● **Directions for this task**
Search the listing below for the string "bottom" and show each line that contains it.

● **Provided data**
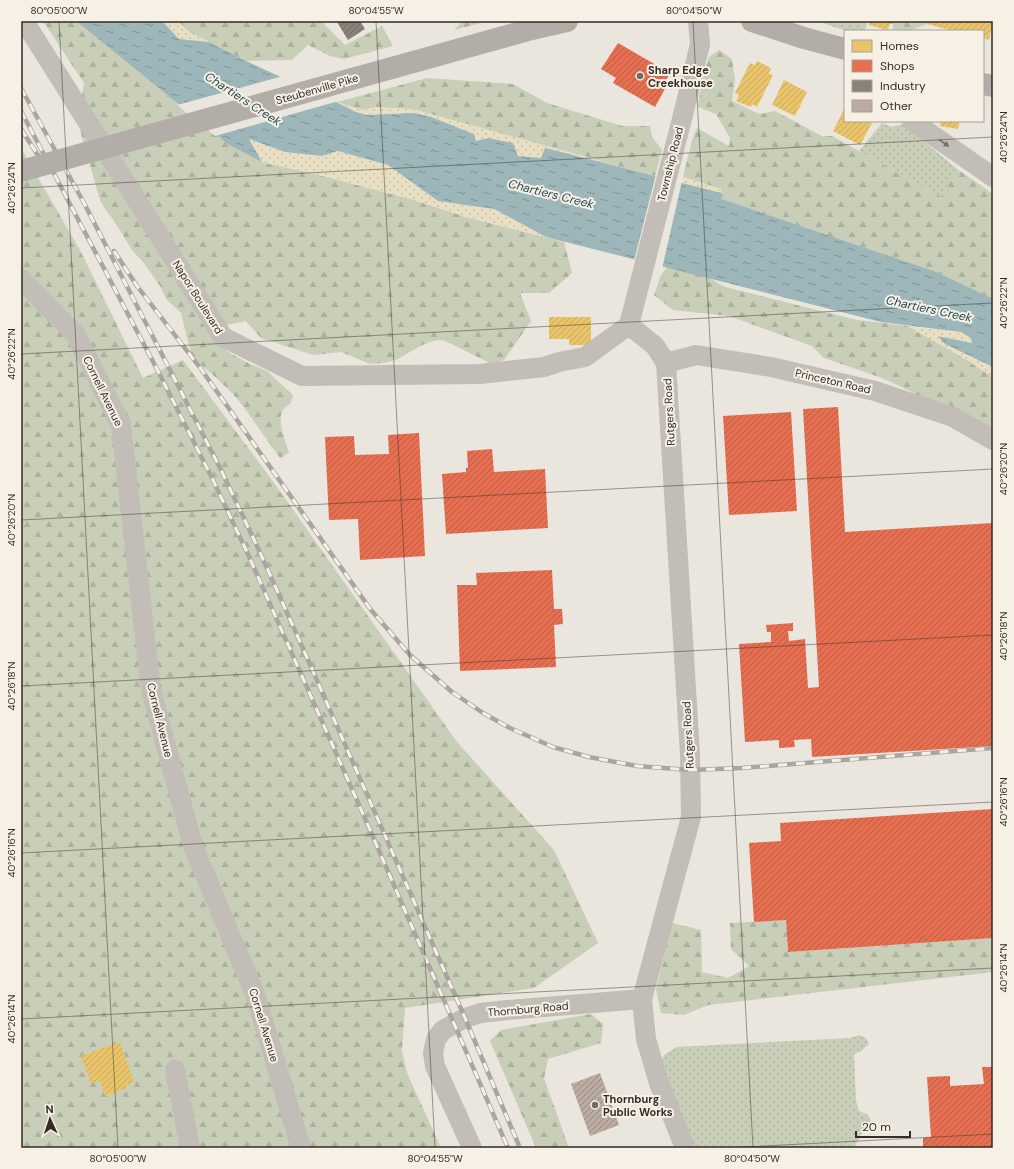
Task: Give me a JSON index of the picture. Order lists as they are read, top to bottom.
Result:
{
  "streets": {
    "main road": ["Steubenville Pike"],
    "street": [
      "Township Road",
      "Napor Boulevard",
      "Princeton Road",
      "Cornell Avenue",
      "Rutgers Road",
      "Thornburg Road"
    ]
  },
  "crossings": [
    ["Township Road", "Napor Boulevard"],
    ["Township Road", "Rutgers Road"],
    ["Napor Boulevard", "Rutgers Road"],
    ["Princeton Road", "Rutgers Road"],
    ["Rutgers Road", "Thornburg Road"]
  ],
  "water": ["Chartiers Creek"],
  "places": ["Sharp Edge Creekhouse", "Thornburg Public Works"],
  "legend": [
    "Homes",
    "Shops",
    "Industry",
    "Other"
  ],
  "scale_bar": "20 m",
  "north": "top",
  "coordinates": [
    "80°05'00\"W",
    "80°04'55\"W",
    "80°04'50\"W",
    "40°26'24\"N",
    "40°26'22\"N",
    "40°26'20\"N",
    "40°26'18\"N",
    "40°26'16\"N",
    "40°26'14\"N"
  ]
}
...
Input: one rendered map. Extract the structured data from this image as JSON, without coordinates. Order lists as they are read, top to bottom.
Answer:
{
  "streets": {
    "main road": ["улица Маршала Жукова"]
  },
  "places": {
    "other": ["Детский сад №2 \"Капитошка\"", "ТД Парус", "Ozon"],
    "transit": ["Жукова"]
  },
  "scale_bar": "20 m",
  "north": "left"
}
...
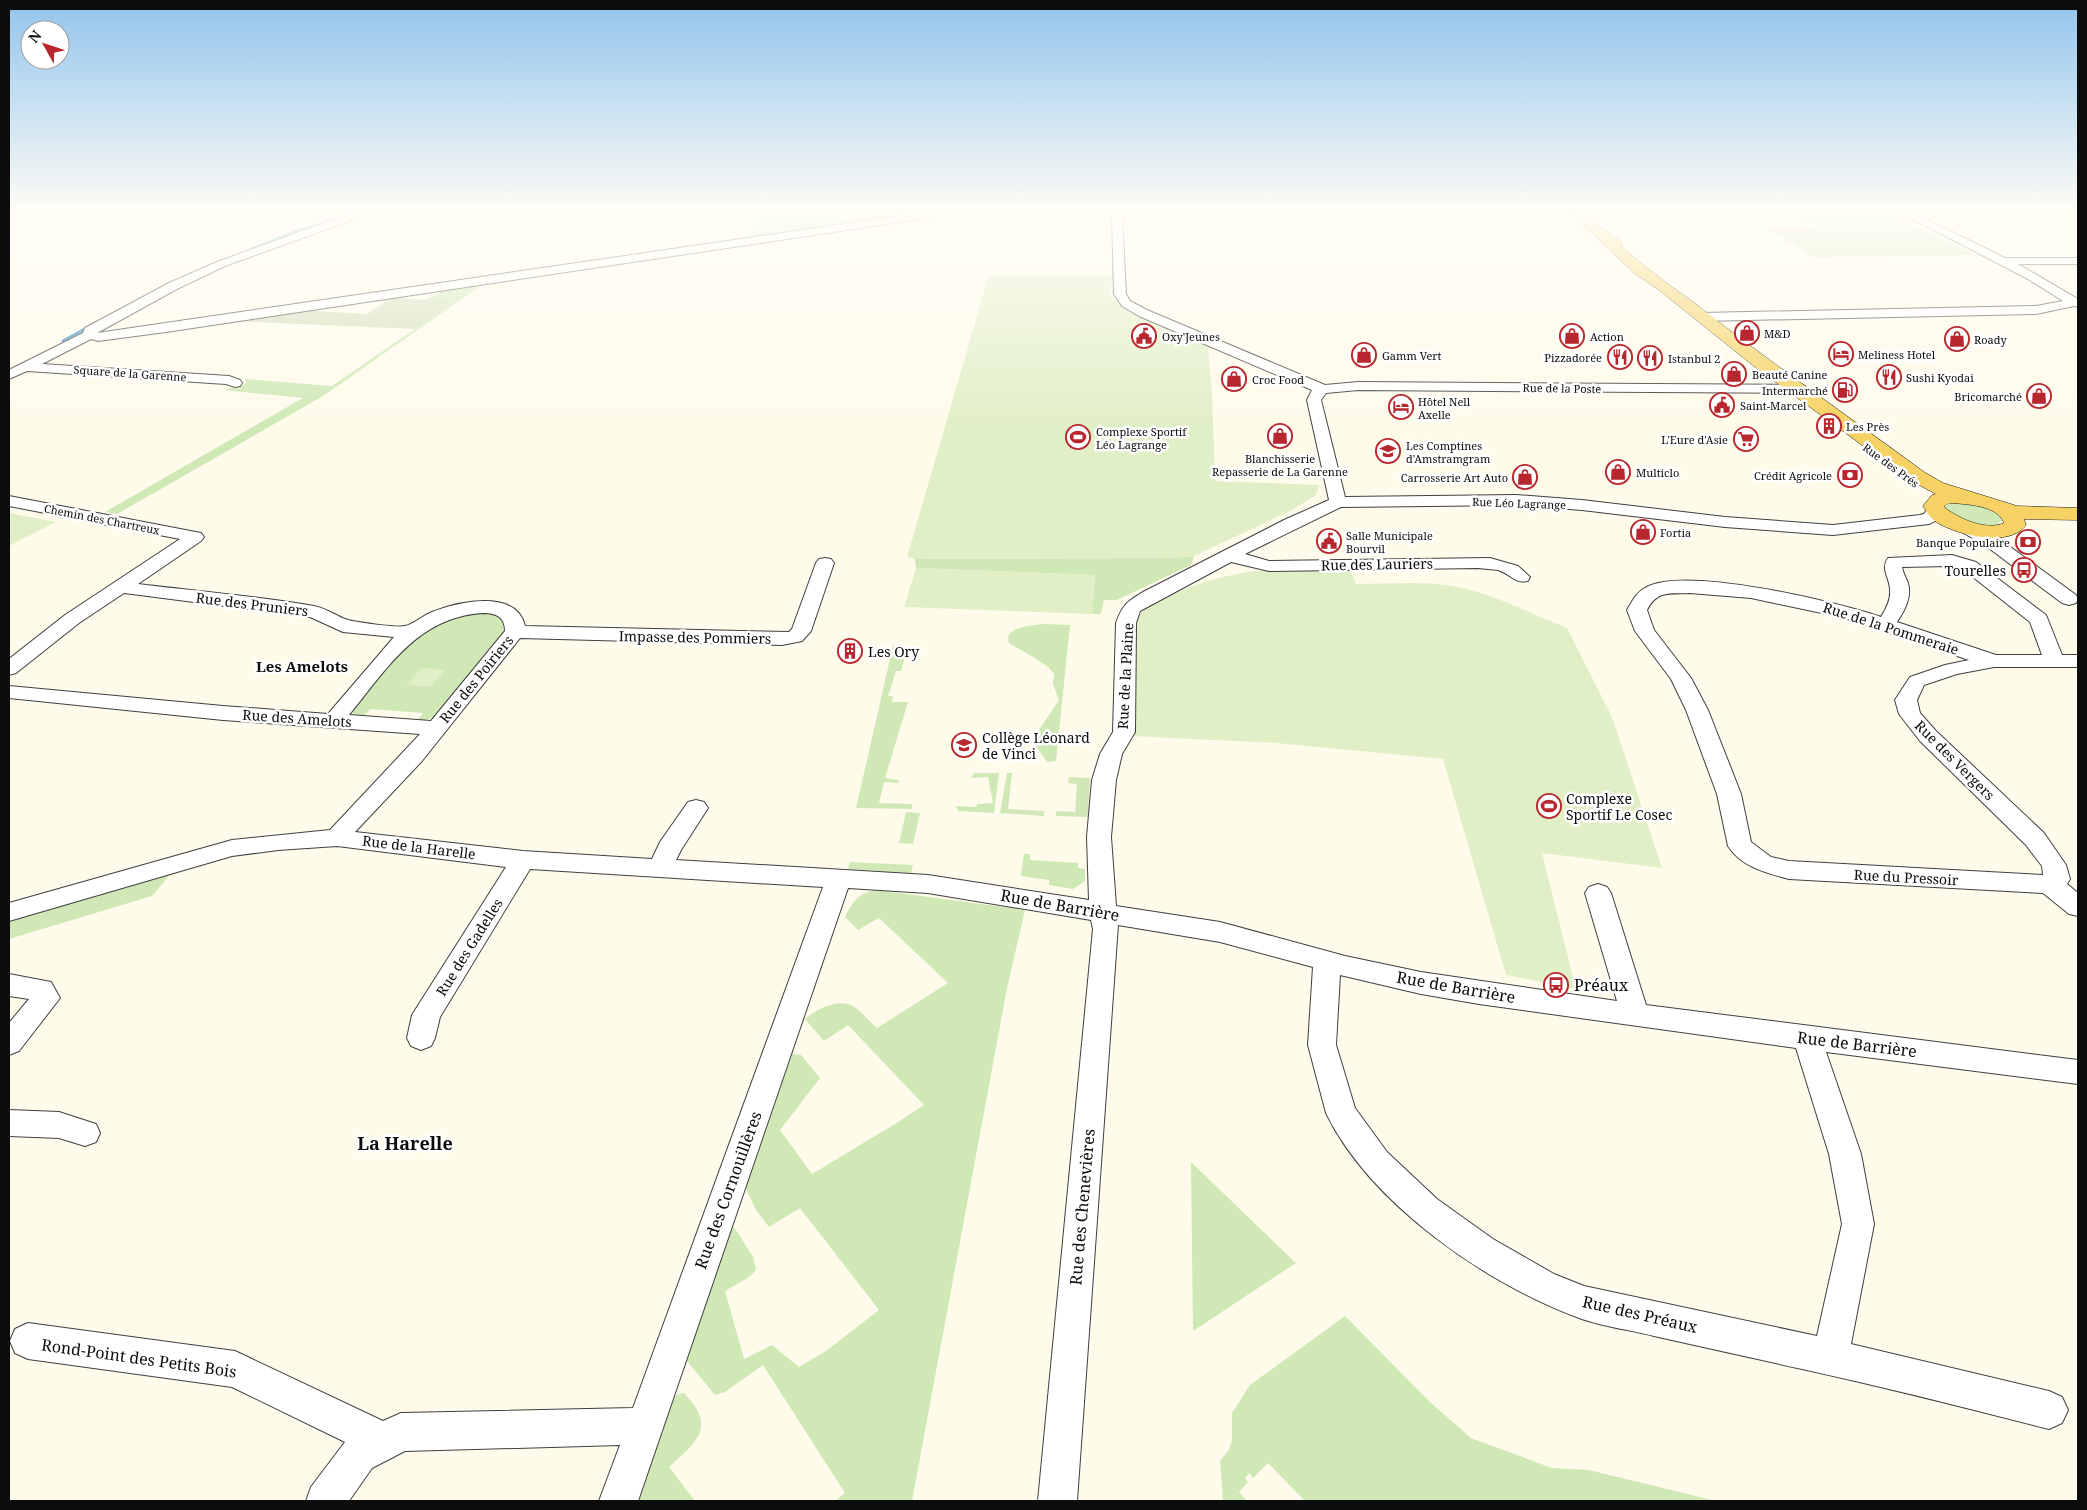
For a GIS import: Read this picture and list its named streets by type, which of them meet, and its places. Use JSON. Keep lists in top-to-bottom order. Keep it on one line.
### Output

● **Answer section**
Task: Give me a JSON index of the picture. Order lists as they are read, top to bottom.
Input: one rendered map. Extract the structured data from this image as JSON, without coordinates. Order lists as they are read, top to bottom.
For a GIS import: Read this picture and list its named streets by type, which of them meet, and its places. Use JSON. Keep lists in top-to-bottom order. Keep it on one line.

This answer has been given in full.